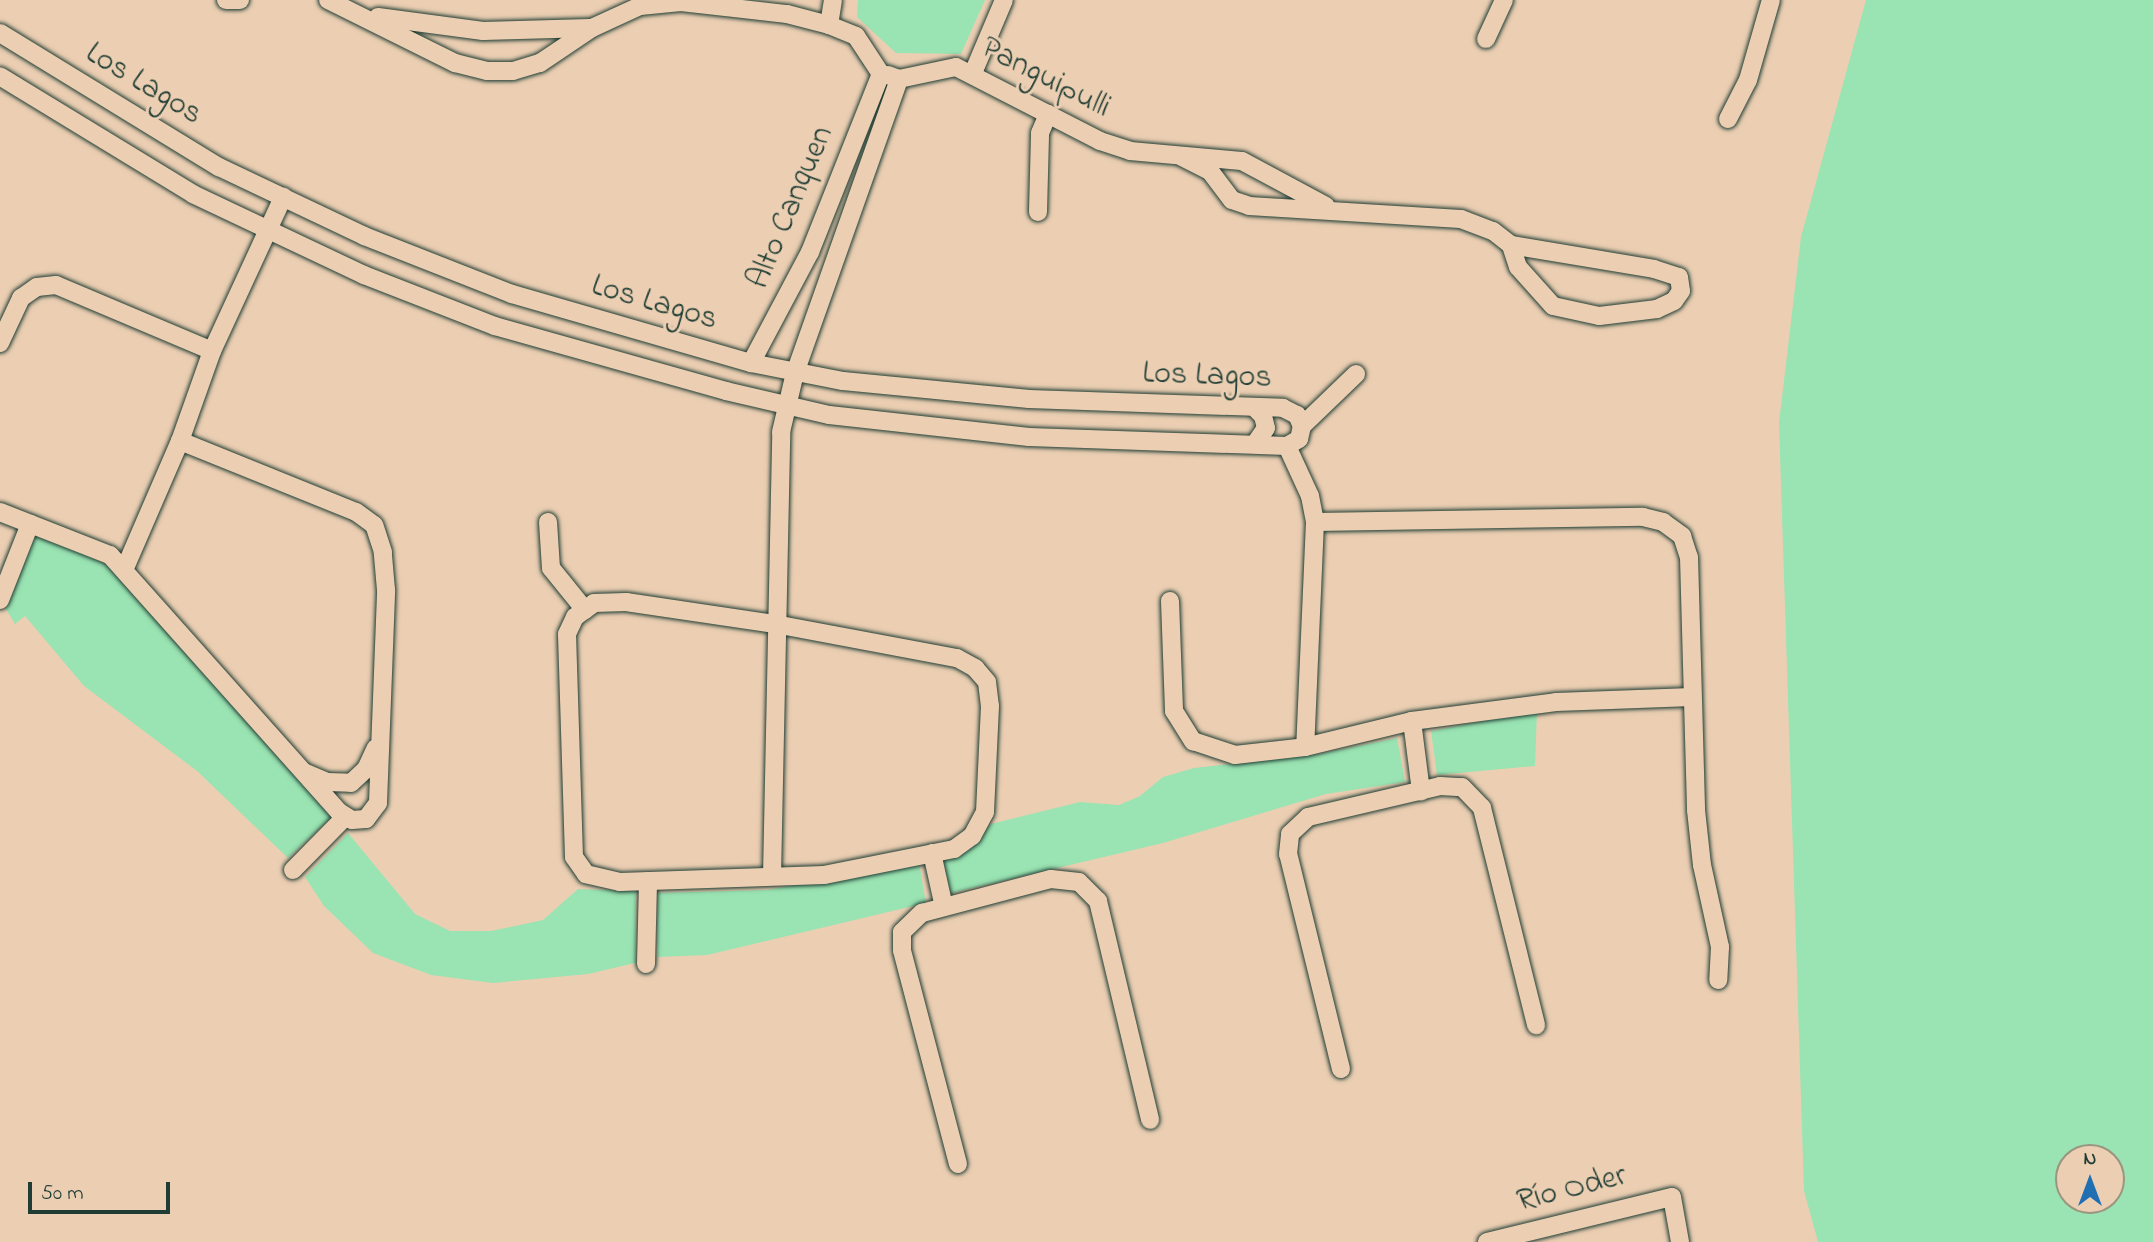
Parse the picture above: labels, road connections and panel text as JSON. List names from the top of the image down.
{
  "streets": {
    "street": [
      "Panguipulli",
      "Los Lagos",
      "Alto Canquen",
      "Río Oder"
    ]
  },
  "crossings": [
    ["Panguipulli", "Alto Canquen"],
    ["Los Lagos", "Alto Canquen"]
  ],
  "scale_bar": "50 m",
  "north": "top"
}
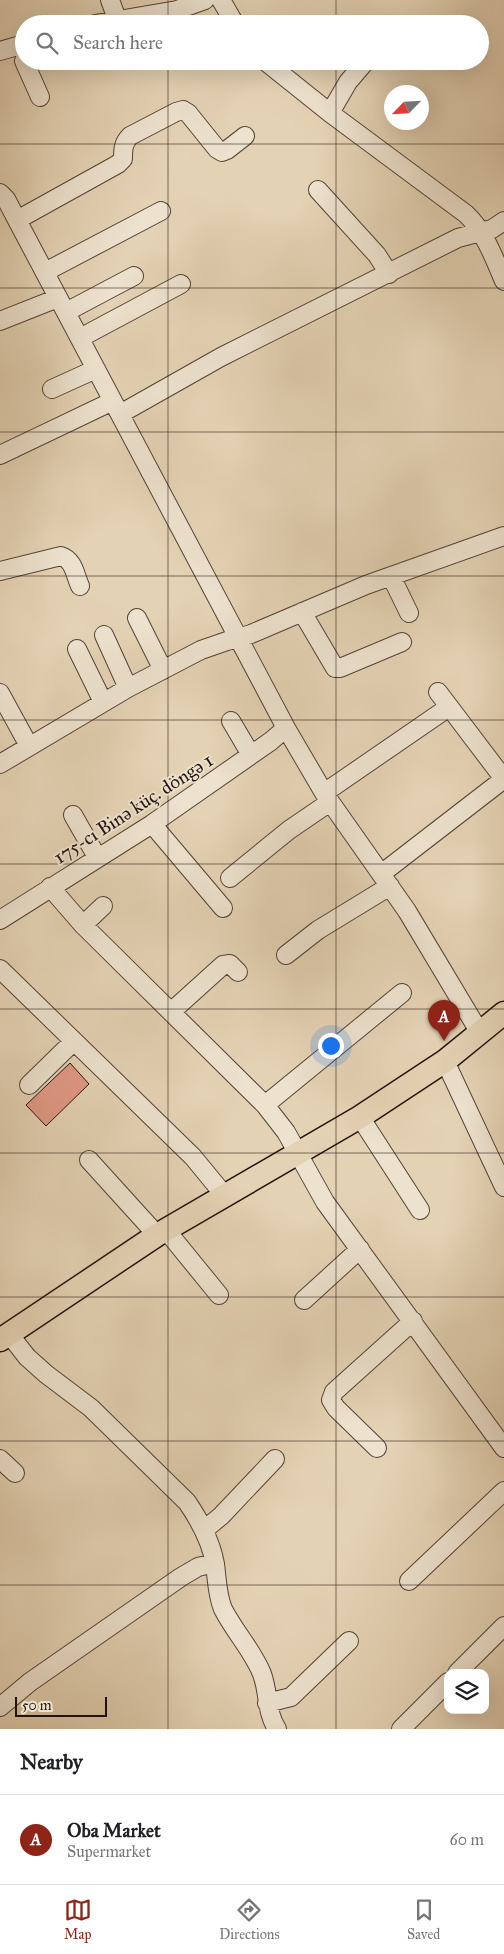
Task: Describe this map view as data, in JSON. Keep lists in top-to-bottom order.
* * *
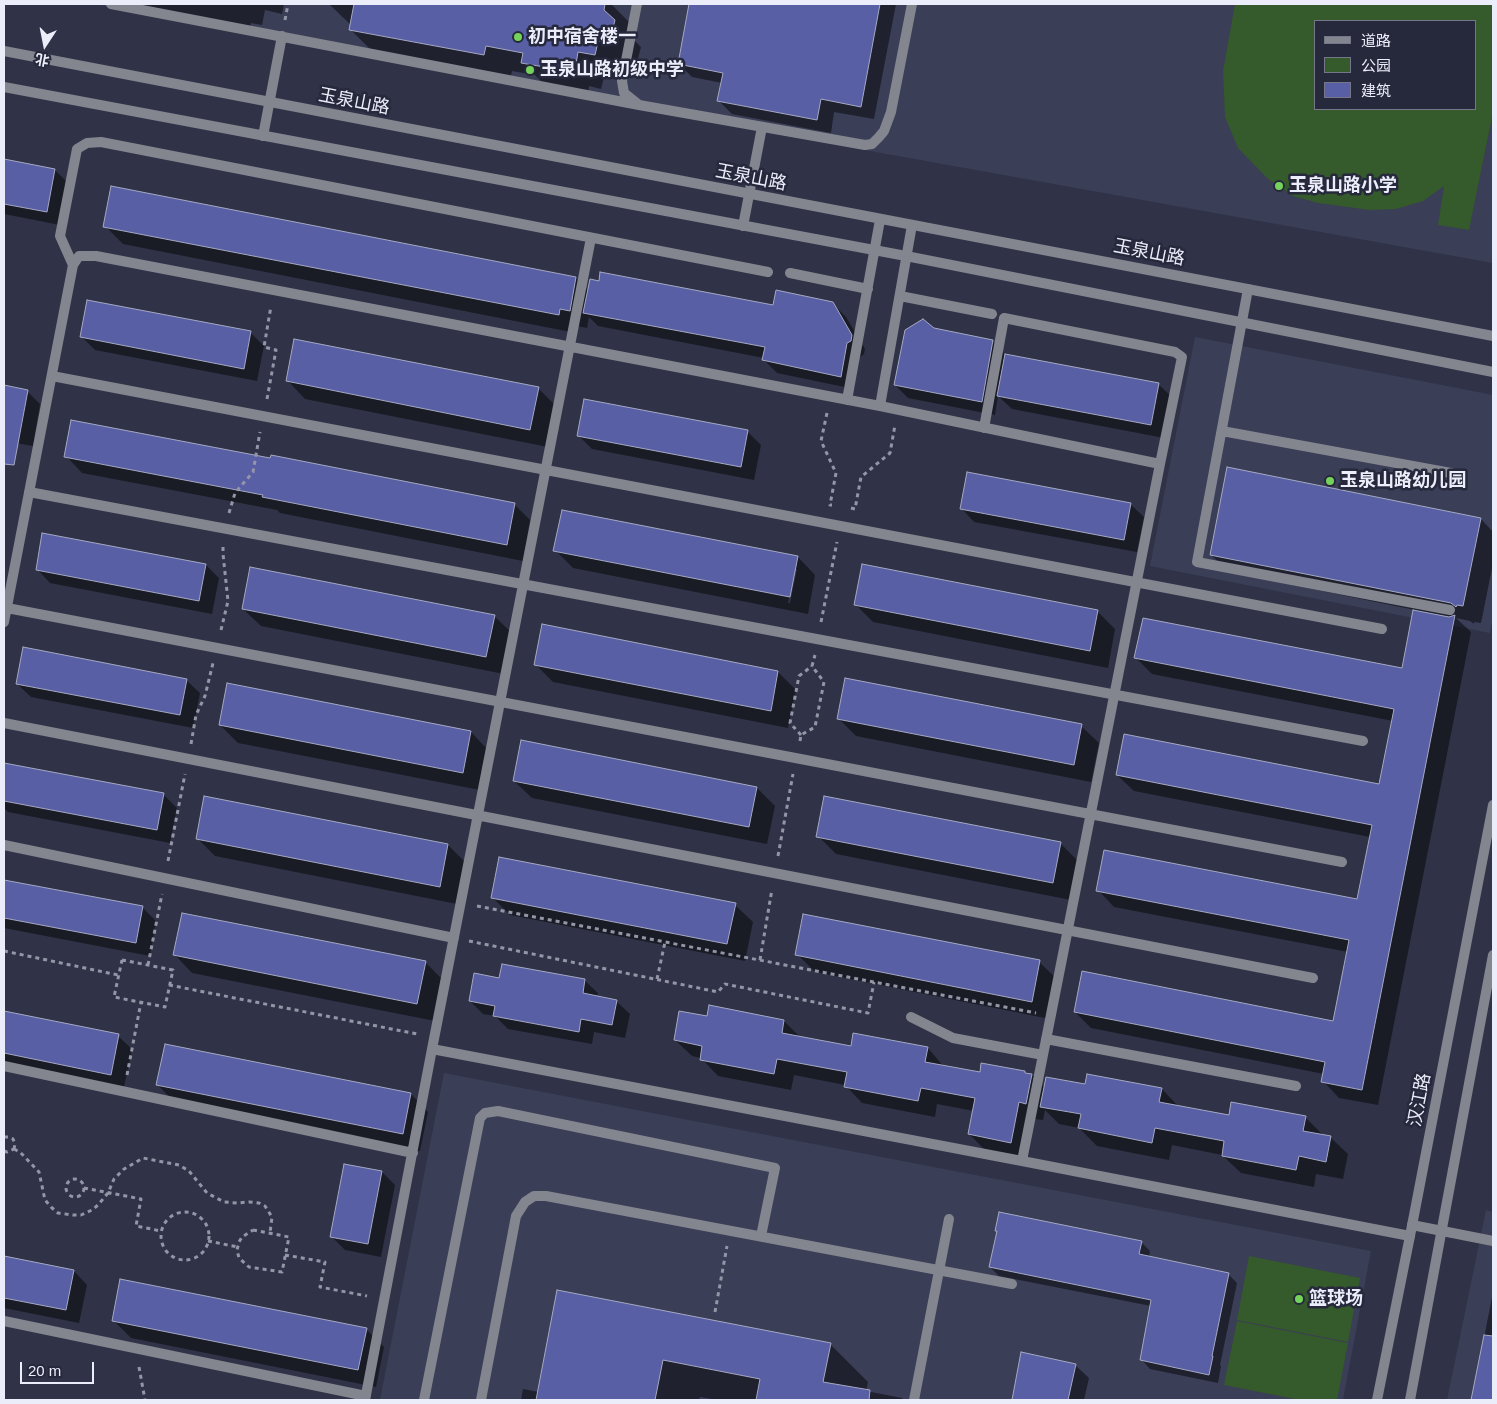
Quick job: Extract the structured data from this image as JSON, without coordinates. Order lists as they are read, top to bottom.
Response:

• The problem: In the entries above, find the line that contains "Parse the picture" and the line that contains "Task: Describe this". Reproduce exactly those two lines and every line between them, but not the pictures.

• Problem solution:
Parse the picture above: labels, road connections and panel text as JSON. List names from the top of the image down.
{
  "streets": {
    "street": [
      "Panguipulli",
      "Los Lagos",
      "Alto Canquen",
      "Río Oder"
    ]
  },
  "crossings": [
    ["Panguipulli", "Alto Canquen"],
    ["Los Lagos", "Alto Canquen"]
  ],
  "scale_bar": "50 m",
  "north": "top"
}
Task: Describe this map view as data, in JSON. Keep lists in top-to-bottom order.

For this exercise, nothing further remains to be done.